Aspen Institute Radio, our two-hour radio show, airs every Saturday and Sunday on SiriusXM Insight (channel 121). Each episode dives into the topics that inform the world around us. Here in our weekly Listen Longer posts, we’ll recap each episode and show where you can read, watch, and listen to more. Don’t have SiriusXM? Try it for free for a month here.
Foreign Policy Breakthroughs: Cases in Successful Diplomacy
Ambassador Robert Hutchings, professor and former chair of the National Intelligence Council, and Dr. Jeremi Suri, professor at the University of Texas discuss their new book, which analyzes the activities of a diverse group of diplomats. Cases in the book include: the Nuclear Non-Proliferation Treaty; the US opening to China; the Camp David Accords; the creation of the European Union; and the completion of the North American Free Trade Agreement. They also discuss some of the implications for current geopolitical developments in Iran, Syria, China, and Russia.
Making Peace Possible
This discussion features Sakyong Mipham Rinpoche, a Tibetan lama and head of the Shambhala lineage, which is grounded in the power of creating enlightened society in everyday life.
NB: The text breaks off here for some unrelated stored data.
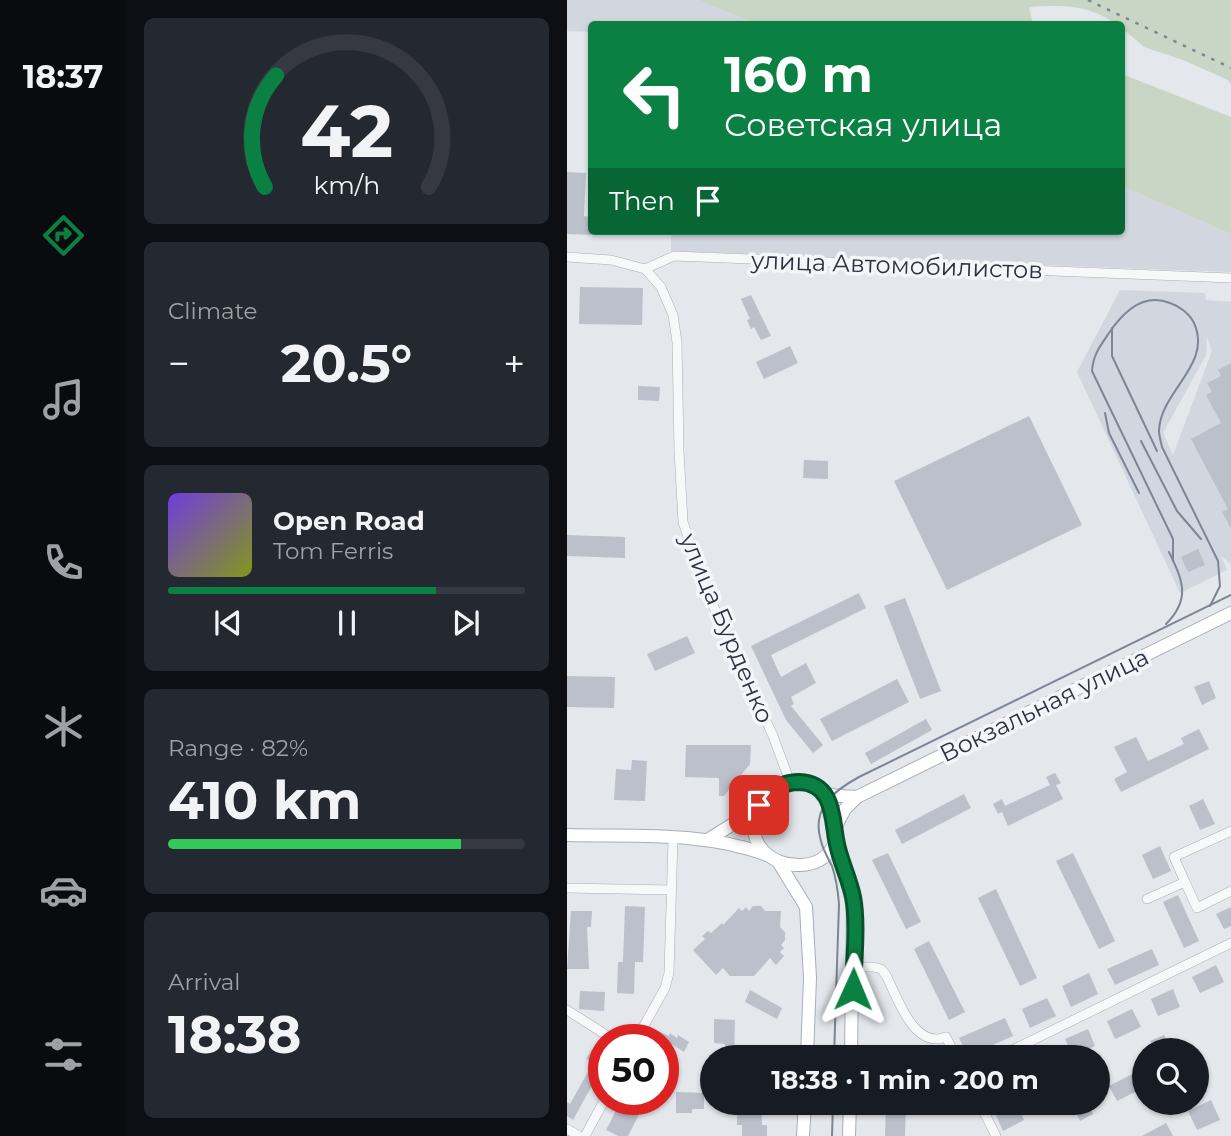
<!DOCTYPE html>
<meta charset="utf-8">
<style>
body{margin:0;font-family:Montserrat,sans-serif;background:#242831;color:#f1f3f6;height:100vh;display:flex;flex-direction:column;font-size:26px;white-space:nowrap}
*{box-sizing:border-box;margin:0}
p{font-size:23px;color:#9ea1a6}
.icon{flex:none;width:38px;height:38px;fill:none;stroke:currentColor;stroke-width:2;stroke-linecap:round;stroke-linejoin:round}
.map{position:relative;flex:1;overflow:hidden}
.side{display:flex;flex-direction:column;gap:18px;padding:18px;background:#0d0f14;width:441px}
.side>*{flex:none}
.banner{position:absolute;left:21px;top:21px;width:537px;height:214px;border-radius:7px;box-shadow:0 2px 5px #0004;background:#0b8043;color:#fff;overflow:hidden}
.buttons{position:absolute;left:565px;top:1038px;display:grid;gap:14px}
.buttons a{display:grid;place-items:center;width:77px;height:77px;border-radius:50%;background:#171b24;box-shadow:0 2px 5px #0004;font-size:35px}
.speed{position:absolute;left:21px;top:1024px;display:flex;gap:14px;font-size:35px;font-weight:700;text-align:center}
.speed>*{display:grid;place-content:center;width:91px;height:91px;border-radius:50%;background:#171b24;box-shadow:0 2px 5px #0004;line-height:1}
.speed .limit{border:10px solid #d22;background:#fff;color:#111}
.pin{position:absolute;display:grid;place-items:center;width:60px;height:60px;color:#fff;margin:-30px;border-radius:14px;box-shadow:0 4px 10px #0006}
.me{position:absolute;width:77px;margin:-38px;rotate:1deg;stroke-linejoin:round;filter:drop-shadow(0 0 5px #0008)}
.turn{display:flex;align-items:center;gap:24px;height:147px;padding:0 21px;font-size:32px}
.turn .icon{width:91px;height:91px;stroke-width:2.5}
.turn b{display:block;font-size:49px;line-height:60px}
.then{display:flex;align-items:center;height:66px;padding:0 21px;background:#0003;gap:14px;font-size:26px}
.big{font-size:52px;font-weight:700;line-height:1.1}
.side .card{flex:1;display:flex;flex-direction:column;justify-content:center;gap:10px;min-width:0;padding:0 24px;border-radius:10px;background:#242831}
.side .dial{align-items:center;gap:0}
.dial svg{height:182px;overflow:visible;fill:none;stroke:#363941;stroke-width:7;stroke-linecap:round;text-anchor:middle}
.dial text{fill:#f1f3f6;stroke:none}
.song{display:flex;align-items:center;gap:21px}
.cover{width:84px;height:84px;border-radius:10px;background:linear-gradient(135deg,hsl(260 70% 55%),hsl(70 70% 35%))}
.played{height:7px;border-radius:4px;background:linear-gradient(90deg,#0b8043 75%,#363941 75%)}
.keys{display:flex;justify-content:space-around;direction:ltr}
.heat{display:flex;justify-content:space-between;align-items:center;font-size:38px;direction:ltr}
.charge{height:10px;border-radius:5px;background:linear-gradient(90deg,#34c759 82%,#363941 0)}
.trip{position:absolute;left:133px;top:1045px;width:410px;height:70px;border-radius:35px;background:#171b24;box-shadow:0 2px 5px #0004;font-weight:700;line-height:70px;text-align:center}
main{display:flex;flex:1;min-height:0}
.tab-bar{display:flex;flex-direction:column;width:126px;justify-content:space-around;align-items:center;background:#090b0e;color:#9ea1a6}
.tab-bar .icon{width:49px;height:49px}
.tab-bar .active{color:#0b8043}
.tab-bar b{font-size:32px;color:#f1f3f6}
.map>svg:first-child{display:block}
.built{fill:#d2d6de;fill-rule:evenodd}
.green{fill:#c9d6c5}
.building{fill:#bbc0ca}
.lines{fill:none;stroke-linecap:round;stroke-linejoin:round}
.minor-casing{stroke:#a9aeb7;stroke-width:10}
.secondary-casing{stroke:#a9aeb7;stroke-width:14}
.minor{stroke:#f7f8fa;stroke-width:9}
.secondary{stroke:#fff;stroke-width:12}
.tram{stroke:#7d8696;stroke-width:2}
.rail{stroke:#7d8696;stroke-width:2.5;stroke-dasharray:3.5 7;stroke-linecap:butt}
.route-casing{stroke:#07532c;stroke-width:18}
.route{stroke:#0b8043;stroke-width:12}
.labels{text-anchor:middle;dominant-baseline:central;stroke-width:7;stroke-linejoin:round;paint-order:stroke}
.street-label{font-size:24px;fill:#2b3445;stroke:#f4f6f9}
</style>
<main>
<nav class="tab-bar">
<b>18:37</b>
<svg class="icon active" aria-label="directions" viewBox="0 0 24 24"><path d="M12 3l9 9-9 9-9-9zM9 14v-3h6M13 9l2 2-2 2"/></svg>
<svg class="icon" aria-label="music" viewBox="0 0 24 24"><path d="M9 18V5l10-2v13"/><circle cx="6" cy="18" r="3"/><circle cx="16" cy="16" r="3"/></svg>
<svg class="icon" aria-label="phone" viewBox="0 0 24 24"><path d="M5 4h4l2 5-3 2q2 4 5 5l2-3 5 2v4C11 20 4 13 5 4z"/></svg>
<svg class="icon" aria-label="climate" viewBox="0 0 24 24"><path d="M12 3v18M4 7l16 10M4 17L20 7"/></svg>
<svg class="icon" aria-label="car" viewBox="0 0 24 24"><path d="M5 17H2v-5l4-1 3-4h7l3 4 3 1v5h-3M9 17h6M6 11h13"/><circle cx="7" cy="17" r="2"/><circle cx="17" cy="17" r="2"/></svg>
<svg class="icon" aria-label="filters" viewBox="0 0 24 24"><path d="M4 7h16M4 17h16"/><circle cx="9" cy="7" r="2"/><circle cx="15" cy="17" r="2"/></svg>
</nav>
<section class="side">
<div class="card dial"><svg viewBox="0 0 100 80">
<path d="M14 69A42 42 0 1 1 86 69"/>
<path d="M14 69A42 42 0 0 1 19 20" stroke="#0b8043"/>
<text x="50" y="56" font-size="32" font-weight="700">42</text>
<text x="50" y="72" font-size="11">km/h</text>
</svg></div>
<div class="card"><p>Climate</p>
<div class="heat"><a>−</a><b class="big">20.5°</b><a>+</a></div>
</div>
<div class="card">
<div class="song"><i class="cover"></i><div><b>Open Road</b><p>Tom Ferris</p></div></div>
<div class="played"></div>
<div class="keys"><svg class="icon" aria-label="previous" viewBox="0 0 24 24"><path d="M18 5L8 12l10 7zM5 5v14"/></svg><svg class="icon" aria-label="pause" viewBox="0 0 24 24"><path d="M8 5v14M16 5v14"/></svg><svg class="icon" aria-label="next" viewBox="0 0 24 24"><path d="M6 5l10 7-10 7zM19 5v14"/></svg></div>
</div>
<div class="card"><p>Range · 82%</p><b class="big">410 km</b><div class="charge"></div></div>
<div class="card"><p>Arrival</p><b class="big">18:38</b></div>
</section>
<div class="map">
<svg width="664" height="1136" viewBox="0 0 664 1136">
<rect width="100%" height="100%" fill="#e4e7ec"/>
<!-- built -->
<g class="built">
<polygon points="0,0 132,0 188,24 24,24 24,32 0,31"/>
<polygon points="555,186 664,234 664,272 104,251 104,231 555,231"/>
<path d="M553 290 638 293 639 300 664 302V564L654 556 660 570 613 593 510 372ZM640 337 645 351 606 455 596 433 639 355Z"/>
</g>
<!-- green -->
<g class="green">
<path d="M132 0H664V85L661 80 616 60 577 47 555 28V24H550C518 4 498 5 462 7L466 24H188Z"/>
<polygon points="555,74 664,117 664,234 555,186"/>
</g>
<!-- building -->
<g class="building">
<polygon points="0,172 19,173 17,216 24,217 24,235 0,234"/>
<polygon points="13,287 76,288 75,325 12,324"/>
<polygon points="184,295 204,336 194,340 187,327 184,329 180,320 183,319 174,299"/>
<polygon points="223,346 231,363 197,379 189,362"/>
<polygon points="664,363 664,528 655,512 661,509 624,439 654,423 639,395 645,392 640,383 654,376 651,370"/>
<polygon points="71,386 93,387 92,401 71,400"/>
<polygon points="462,416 515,525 380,590 327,481"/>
<polygon points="237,460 261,461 261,479 236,478"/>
<polygon points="0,535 58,537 58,558 0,556"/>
<polygon points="631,549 638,565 621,572 614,557"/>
<polygon points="292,593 299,608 204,655 214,677 239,663 249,683 224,697 227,704 224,706 256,745 246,753 219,720 184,646"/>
<polygon points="338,598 374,691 353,699 317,606"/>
<polygon points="120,636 128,653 88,671 80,654"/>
<polygon points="0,676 48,677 47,708 0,707"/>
<polygon points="330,679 342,702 265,741 253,719"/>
<polygon points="642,681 649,698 635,705 627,687"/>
<polygon points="359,719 365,730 304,764 298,753"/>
<polygon points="632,729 642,749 554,792 547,779 560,772 547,747 569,737 581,761 617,744 614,738"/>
<polygon points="119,745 184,745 183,764 157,796 152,796 152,778 118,777"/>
<polygon points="65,760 80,761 78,801 47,800 49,769 64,770"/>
<polygon points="488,773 494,783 489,785 496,799 441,826 435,812 431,814 426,804 435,799 438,806 483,785 479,777"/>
<polygon points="397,794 404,808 335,844 328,830"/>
<polygon points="636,799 648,824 633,830 622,806"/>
<polygon points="593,846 604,871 586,879 575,855"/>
<polygon points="321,853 354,922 339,929 305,860"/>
<polygon points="506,853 548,941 532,949 489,861"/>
<polygon points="429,889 470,978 453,986 411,898"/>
<polygon points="611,895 632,941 617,948 596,902"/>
<polygon points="58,906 78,907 76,962 68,962 67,994 50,993 51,962 56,962"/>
<polygon points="186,906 194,906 198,911 214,911 213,927 218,932 218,940 214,945 217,948 213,952 217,956 209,965 203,958 187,976 163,976 156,968 149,975 126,950 138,939 135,936 141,931 144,933 155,923 156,925 172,908 175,911 179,907 182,911"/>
<polygon points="664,907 664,926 657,929 649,914"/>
<polygon points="4,911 25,911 24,927 20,927 22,969 0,969"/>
<polygon points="362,941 398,1012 382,1020 347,949"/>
<polygon points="585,949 592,965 548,985 540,969"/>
<polygon points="649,965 657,982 633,993 625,977"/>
<polygon points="522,973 531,994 504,1007 495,986"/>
<polygon points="606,989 613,1007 591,1016 584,999"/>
<polygon points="183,990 215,1008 210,1019 178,1002"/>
<polygon points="13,991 38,992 37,1011 12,1009"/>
<polygon points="480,998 489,1016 463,1028 455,1009"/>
<polygon points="565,1009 574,1027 548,1039 540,1021"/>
<polygon points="438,1018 446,1036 401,1056 392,1038"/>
<polygon points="147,1019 168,1020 167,1057 158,1057 158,1044 147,1043"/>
<polygon points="521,1029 528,1046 506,1056 498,1039"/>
<polygon points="89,1030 102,1036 103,1033 110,1038 111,1035 122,1042 117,1052 103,1043 96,1057 96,1040 84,1040"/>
<polygon points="597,1035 605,1050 588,1050 583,1041"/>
<polygon points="25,1049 37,1057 37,1071 34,1069 6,1120 0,1116 0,1102 3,1104 26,1063 19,1059"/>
<polygon points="575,1069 578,1087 550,1101 542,1086"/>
<polygon points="109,1092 137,1093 137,1109 125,1109 125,1113 109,1113"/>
<polygon points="55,1099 80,1099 61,1136 51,1136 39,1130"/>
<polygon points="644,1100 653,1120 630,1130 621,1111"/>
<polygon points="170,1102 194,1102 195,1125 200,1125 200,1136 175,1136 175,1125 170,1125"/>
<polygon points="319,1102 339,1102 338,1136 318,1136"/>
<polygon points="423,1102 442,1102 444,1106 449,1104 457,1120 436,1131"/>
<polygon points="504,1102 521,1102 526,1114 513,1121"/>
<polygon points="599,1123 606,1136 575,1136"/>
</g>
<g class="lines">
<!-- minor casing -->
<g class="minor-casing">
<g id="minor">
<polyline points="0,257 44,260 78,269 107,256 664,278"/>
<polyline points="78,269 94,287 106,315 110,342 112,451 116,522 139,590 206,736 223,782"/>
<polyline points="618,882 630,908 664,891"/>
<polyline points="0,888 104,890"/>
<polyline points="580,899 618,882 607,857 664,831"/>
<path d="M287 967H306L314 969 319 975C330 997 347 1050 379 1037L389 1057"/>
<polyline points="0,1010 47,1040"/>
<polyline points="69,1040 98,988 102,973 106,839"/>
<polyline points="431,1057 664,943"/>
<polyline points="412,1102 429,1136"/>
<polyline points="0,1129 12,1136"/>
<polyline points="18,1136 38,1099"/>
</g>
</g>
<!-- secondary casing -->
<g class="secondary-casing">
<g id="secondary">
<path d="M257 793C312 890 161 883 191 808 197 795 210 784 224 782 238 780 246 788 258 793 268 797 280 796 290 797"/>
<polyline points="269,826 278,809 290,797 664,613"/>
<path d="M0 835C67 837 137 831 200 855"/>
<polyline points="142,839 174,819 192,802"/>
<polyline points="269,839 286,899 284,1057"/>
<polyline points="212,863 239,907 243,978 240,1057"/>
<polyline points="236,1136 238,1102"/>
<polyline points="282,1136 283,1102"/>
</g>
</g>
<!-- minor -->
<use href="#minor" class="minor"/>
<!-- secondary -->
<use href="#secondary" class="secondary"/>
<!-- tram -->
<g class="tram">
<polyline points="545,328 545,356 590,451"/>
<polyline points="538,413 542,433 572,493"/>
<polyline points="574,441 610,511 634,539"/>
<path d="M606 561V539L525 371C526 355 533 346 542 333 556 312 576 292 603 303 612 306 623 314 627 323 646 365 593 391 592 431 592 436 594 442 595 447L651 561 653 586 643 606"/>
<path d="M599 624C624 599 616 581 602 552"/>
<path d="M267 1057 272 904C271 891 269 878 265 866 261 858 256 850 254 841 244 809 266 791 292 777L664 595"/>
<polyline points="265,1136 266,1102"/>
</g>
<!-- rail -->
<polyline class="rail" points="521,0 664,68"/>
</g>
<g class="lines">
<!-- route casing -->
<g class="route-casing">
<path id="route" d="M192 805C202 791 214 782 232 782 266 783 265 816 269 839 272 859 282 877 286 897 291 922 287 962 286 989"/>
</g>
<!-- route -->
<use href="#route" class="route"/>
</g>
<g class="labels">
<!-- street labels -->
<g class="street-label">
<text transform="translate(330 265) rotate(2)">улица Автомобилистов</text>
<text transform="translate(160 628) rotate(67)">улица Бурденко</text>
<text transform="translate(477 705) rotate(-26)">Вокзальная улица</text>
</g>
</g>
</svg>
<div class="buttons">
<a><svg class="icon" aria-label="search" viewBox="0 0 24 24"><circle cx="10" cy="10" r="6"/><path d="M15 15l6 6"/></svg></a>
</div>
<div class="speed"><div class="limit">50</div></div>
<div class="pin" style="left:192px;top:805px;background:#d93025"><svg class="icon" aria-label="arrive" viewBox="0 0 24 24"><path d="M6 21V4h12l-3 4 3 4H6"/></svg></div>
<svg class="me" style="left:286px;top:989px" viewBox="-20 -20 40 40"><path d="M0-17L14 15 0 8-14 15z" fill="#0b8043" stroke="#fff" stroke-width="4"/></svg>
<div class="trip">18:38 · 1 min · 200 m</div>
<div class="banner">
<div class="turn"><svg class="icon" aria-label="left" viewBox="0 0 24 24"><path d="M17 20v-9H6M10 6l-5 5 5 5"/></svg><div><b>160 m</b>Советская улица</div></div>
<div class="then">Then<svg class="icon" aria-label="arrive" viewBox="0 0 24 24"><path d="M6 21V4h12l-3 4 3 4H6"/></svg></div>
</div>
</div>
</main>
He discusses the realistic possibility of peace with an emphasis on the humanizing quality of meditation and a strategy for breaking down society into simple interactions of individual impact.
Exploring Cyber Threats, National Security, and International Relations
Presented as a special preview to the 2016 Aspen Security Forum, the focus of this discussion is cyber threats and their effect on national security and international relations. Moderated by David E. Sanger, chief Washington correspondent, The New York Times, the panel features speakers Andy Ozment, assistant secretary for cybersecurity in communications at the US Department of Homeland Security, and Jason Healey, senior research scholar at Columbia University and senior fellow/former founding director of the Cyber Statecraft Initiative at the Atlantic Council.
Finding Time: A Book Talk with Heather Boushey
As work demands more of employees’ time, many are asking: How can I earn a living while making sure my family doesn’t fall behind? Workers across all income brackets struggle with the United States’ outdated work-life policy framework, but the balancing act is particularly challenging and risky for low- and moderate-income workers and their families who have smaller financial margins and a weak safety net. In her new book, Finding Time: The Economics of Work-Life Conflict, economist Heather Boushey argues that resolving work-life conflicts is as vital for individuals and families as it is essential for realizing the country’s productive potential.